If possible, think back to a time you or a loved one had to be in a hospital for a significant amount of time. What do you remember from the experience?
Many people report an eerie feeling about their stays in hospitals. Even if everyone treating you was kind, attentive, hard working, efficient and competent, you may still have had a sense that—compared to other situations in which people were intensely looking after you—something was different about being in the hospital. With all the measuring, palpating, listening for abnormal body sounds, injecting, and imaging of your innards, you may have felt treated like a kind of object, rather than a complete person. You may have felt, in a word, dehumanized.

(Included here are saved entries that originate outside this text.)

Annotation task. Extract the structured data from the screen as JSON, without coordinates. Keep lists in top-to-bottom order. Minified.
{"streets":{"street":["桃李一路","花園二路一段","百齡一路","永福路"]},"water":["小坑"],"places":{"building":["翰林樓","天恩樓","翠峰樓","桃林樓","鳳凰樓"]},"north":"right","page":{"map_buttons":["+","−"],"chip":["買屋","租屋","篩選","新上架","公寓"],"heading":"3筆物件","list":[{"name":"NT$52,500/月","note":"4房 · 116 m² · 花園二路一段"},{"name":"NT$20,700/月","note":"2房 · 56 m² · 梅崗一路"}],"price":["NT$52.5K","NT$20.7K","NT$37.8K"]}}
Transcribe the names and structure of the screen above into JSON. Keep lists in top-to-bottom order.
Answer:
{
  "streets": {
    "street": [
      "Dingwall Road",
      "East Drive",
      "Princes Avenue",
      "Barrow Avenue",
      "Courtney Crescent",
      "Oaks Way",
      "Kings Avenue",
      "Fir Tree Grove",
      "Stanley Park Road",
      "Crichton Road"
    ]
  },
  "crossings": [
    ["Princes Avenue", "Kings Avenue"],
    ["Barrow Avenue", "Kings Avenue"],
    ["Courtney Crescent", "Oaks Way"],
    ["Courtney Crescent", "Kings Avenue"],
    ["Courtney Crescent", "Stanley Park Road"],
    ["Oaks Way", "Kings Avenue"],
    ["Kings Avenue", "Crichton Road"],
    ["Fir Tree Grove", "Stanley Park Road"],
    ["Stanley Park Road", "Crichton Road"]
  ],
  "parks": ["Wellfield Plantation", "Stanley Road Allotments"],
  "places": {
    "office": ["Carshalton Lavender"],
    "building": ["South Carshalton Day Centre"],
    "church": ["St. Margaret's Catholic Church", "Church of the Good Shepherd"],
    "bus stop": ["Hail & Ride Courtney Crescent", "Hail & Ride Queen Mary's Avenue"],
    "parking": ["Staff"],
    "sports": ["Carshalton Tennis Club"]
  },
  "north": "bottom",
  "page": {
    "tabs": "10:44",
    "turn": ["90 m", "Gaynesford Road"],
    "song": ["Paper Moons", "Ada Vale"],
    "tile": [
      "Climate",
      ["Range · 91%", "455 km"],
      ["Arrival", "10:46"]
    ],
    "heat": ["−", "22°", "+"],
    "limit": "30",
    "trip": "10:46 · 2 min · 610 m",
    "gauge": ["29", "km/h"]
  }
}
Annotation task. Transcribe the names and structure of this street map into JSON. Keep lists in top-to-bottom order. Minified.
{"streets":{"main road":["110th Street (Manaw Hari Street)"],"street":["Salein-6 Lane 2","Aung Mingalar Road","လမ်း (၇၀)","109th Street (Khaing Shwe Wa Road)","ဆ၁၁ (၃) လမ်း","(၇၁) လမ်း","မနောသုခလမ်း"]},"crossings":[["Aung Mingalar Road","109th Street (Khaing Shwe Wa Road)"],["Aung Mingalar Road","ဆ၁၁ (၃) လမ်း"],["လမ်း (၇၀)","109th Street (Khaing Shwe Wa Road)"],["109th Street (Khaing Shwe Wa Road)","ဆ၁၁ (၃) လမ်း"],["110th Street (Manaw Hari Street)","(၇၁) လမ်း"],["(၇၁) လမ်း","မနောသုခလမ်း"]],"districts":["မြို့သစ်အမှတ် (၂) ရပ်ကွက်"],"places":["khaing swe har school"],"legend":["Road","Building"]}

Dehumanization is generally a negative state of affairs. Few patients like to be objectified, and when in a hospital, most desire empathy from their caregivers. It is for these reasons that the regular reaction to dehumanization in medicine is to condemn it outright. The medical establishment regularly institutes various forms of empathy-awareness programs.
A curious observer might ask a more basic question: why is a lack of empathy a perennial problem in clinical settings in the first place? Why the perpetual need for empathy education? Certainly not every profession has these hurdles, nor requires such measures.
Recent research on how medical professionals’ brains function sheds light on these questions. Specifically, two experiments by Jean Decety and colleagues of the University of Chicago have examined the neuroscientific basis of pain empathy in physicians.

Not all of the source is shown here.